Task item: Write out again each line of the material below, unchanged, from the first one to the line that holds "font-size:32px; font-weight:400; color:var(--muted)".

Data listing:

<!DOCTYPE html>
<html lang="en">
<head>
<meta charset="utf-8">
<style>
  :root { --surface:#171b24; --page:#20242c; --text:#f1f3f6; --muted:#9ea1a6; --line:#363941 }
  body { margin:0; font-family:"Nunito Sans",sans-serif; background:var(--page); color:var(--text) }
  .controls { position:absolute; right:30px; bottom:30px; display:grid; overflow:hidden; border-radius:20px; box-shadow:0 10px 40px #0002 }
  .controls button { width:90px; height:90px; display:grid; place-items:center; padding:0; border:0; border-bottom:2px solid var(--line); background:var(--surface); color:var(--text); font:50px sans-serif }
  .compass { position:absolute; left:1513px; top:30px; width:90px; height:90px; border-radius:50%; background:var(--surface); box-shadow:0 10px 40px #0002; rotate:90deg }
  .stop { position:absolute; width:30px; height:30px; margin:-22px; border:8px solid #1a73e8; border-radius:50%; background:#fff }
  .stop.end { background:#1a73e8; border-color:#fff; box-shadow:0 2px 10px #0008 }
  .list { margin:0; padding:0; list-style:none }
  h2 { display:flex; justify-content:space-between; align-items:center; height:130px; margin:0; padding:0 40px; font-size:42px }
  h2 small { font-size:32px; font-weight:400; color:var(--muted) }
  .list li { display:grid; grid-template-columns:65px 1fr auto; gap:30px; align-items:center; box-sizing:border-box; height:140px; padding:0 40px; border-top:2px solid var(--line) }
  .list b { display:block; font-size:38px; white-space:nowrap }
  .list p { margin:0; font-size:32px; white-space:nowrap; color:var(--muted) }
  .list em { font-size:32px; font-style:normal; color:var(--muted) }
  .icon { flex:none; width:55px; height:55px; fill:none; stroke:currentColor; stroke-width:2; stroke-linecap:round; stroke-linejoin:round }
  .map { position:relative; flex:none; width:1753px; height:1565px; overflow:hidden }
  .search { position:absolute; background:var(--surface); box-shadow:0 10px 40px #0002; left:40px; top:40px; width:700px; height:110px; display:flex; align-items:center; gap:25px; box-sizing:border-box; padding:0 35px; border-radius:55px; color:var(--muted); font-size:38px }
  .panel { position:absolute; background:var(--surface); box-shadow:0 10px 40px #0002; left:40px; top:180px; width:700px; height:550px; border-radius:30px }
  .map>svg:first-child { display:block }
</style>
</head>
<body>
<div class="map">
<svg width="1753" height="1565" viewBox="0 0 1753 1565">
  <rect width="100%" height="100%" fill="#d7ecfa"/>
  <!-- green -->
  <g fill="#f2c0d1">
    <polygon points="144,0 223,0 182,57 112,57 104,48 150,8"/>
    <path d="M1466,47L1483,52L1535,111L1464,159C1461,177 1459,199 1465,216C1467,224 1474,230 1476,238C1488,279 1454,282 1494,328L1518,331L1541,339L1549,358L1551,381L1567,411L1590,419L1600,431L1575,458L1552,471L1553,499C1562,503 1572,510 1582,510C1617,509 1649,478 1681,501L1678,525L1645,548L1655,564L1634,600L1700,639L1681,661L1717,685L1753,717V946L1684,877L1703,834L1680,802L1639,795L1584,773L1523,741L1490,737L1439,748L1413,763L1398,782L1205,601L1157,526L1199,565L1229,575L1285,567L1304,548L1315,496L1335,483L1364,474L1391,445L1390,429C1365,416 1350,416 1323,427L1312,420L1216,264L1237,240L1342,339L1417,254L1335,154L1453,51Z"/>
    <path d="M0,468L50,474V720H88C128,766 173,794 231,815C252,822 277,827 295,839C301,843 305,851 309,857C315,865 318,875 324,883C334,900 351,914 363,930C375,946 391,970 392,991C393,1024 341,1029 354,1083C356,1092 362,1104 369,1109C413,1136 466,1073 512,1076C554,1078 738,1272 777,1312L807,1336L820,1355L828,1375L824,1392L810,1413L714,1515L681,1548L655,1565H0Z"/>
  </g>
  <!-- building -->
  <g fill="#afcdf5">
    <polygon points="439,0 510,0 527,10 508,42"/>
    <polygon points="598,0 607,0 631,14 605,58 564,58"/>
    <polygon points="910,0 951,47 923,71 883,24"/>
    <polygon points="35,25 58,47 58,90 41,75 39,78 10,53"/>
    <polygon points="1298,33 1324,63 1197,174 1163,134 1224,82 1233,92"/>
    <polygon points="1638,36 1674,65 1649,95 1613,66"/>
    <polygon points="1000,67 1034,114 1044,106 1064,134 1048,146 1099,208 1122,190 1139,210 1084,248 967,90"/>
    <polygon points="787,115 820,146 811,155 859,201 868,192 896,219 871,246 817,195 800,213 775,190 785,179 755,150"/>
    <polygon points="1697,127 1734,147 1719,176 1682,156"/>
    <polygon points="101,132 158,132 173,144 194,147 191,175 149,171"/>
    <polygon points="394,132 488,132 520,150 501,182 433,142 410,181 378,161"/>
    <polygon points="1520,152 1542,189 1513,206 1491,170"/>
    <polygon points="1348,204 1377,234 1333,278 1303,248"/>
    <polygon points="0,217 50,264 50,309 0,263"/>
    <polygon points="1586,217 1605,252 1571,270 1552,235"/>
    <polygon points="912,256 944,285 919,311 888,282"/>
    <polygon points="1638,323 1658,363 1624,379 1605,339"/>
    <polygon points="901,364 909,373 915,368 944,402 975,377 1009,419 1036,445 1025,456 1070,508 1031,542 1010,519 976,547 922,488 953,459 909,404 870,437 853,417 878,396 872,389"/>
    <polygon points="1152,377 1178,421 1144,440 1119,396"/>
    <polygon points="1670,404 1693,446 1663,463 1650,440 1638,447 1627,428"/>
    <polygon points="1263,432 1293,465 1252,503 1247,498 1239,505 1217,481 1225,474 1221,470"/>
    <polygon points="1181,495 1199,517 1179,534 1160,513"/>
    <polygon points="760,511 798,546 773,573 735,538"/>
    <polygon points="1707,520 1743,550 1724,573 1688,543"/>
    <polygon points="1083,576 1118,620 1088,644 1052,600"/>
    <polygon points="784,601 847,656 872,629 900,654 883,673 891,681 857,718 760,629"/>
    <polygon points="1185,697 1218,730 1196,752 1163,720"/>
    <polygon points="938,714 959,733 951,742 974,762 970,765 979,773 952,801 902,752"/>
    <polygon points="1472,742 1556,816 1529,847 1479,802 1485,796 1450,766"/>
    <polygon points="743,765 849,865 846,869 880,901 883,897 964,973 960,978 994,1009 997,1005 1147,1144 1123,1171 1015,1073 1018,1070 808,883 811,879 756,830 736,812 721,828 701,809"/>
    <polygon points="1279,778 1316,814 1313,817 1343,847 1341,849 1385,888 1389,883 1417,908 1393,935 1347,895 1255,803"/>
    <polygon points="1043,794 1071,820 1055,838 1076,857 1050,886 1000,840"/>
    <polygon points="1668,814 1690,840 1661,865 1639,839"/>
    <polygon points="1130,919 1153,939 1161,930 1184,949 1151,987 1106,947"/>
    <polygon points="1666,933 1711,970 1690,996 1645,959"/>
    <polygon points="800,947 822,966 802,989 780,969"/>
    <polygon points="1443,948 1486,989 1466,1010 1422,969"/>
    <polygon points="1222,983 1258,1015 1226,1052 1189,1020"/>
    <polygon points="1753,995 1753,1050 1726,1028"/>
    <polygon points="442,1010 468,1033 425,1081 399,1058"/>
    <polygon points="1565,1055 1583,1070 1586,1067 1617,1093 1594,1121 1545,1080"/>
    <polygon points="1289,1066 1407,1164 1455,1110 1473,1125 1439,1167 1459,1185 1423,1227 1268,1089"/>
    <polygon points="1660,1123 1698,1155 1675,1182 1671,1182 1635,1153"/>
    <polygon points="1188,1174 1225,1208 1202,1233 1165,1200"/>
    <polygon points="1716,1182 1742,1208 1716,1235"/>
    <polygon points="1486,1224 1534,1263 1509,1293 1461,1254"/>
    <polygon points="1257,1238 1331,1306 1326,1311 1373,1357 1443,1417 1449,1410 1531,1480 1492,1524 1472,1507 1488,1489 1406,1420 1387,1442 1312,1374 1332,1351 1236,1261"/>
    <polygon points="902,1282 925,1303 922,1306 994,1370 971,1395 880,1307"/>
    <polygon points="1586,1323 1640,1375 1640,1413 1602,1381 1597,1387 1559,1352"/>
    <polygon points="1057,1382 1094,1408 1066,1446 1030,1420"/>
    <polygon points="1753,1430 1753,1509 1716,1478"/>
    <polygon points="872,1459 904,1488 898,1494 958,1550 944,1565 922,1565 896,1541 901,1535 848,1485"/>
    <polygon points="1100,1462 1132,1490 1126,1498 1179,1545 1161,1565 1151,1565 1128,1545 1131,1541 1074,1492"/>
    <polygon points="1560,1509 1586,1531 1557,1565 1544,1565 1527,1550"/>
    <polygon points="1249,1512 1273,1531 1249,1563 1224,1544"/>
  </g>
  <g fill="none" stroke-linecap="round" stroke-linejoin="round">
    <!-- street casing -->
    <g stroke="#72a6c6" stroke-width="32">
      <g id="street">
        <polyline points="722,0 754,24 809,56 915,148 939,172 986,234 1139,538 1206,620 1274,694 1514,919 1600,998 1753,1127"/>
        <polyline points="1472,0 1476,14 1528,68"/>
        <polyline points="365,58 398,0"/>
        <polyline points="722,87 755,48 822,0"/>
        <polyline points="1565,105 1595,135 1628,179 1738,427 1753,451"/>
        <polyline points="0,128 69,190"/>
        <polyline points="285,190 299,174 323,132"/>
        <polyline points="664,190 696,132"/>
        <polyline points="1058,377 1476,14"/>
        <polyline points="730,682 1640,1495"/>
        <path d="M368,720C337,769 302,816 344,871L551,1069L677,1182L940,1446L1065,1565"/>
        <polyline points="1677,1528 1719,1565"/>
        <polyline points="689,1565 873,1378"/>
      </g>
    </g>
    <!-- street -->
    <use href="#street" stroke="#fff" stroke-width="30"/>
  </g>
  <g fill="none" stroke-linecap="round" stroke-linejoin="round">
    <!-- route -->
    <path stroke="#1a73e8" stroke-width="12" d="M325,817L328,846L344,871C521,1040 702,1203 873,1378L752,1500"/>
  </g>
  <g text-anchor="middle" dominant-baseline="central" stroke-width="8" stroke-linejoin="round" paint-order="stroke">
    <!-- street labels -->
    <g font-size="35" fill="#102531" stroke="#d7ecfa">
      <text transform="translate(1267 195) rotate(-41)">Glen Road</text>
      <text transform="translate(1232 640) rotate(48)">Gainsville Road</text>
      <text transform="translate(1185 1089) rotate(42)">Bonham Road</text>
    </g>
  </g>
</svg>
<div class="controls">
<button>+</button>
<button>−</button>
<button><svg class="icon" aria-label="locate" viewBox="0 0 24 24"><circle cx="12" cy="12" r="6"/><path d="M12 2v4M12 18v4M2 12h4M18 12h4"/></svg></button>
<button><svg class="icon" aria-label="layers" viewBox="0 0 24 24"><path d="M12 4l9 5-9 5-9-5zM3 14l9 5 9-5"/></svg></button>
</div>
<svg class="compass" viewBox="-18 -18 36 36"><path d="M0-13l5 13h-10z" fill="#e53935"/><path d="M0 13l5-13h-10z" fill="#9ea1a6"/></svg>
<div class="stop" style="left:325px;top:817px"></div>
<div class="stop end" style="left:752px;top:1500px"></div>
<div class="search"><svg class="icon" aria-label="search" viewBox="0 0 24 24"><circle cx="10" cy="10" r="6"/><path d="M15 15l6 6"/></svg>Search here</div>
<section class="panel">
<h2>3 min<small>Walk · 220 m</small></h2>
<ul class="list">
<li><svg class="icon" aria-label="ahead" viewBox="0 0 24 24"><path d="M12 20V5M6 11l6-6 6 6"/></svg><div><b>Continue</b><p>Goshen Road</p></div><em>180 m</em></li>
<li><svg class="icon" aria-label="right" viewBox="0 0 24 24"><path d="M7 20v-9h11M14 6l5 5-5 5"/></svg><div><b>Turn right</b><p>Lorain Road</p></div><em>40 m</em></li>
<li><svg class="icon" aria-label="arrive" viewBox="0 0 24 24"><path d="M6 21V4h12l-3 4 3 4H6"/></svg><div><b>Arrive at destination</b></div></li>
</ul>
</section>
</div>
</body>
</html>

Exercise output:
<!DOCTYPE html>
<html lang="en">
<head>
<meta charset="utf-8">
<style>
  :root { --surface:#171b24; --page:#20242c; --text:#f1f3f6; --muted:#9ea1a6; --line:#363941 }
  body { margin:0; font-family:"Nunito Sans",sans-serif; background:var(--page); color:var(--text) }
  .controls { position:absolute; right:30px; bottom:30px; display:grid; overflow:hidden; border-radius:20px; box-shadow:0 10px 40px #0002 }
  .controls button { width:90px; height:90px; display:grid; place-items:center; padding:0; border:0; border-bottom:2px solid var(--line); background:var(--surface); color:var(--text); font:50px sans-serif }
  .compass { position:absolute; left:1513px; top:30px; width:90px; height:90px; border-radius:50%; background:var(--surface); box-shadow:0 10px 40px #0002; rotate:90deg }
  .stop { position:absolute; width:30px; height:30px; margin:-22px; border:8px solid #1a73e8; border-radius:50%; background:#fff }
  .stop.end { background:#1a73e8; border-color:#fff; box-shadow:0 2px 10px #0008 }
  .list { margin:0; padding:0; list-style:none }
  h2 { display:flex; justify-content:space-between; align-items:center; height:130px; margin:0; padding:0 40px; font-size:42px }
  h2 small { font-size:32px; font-weight:400; color:var(--muted) }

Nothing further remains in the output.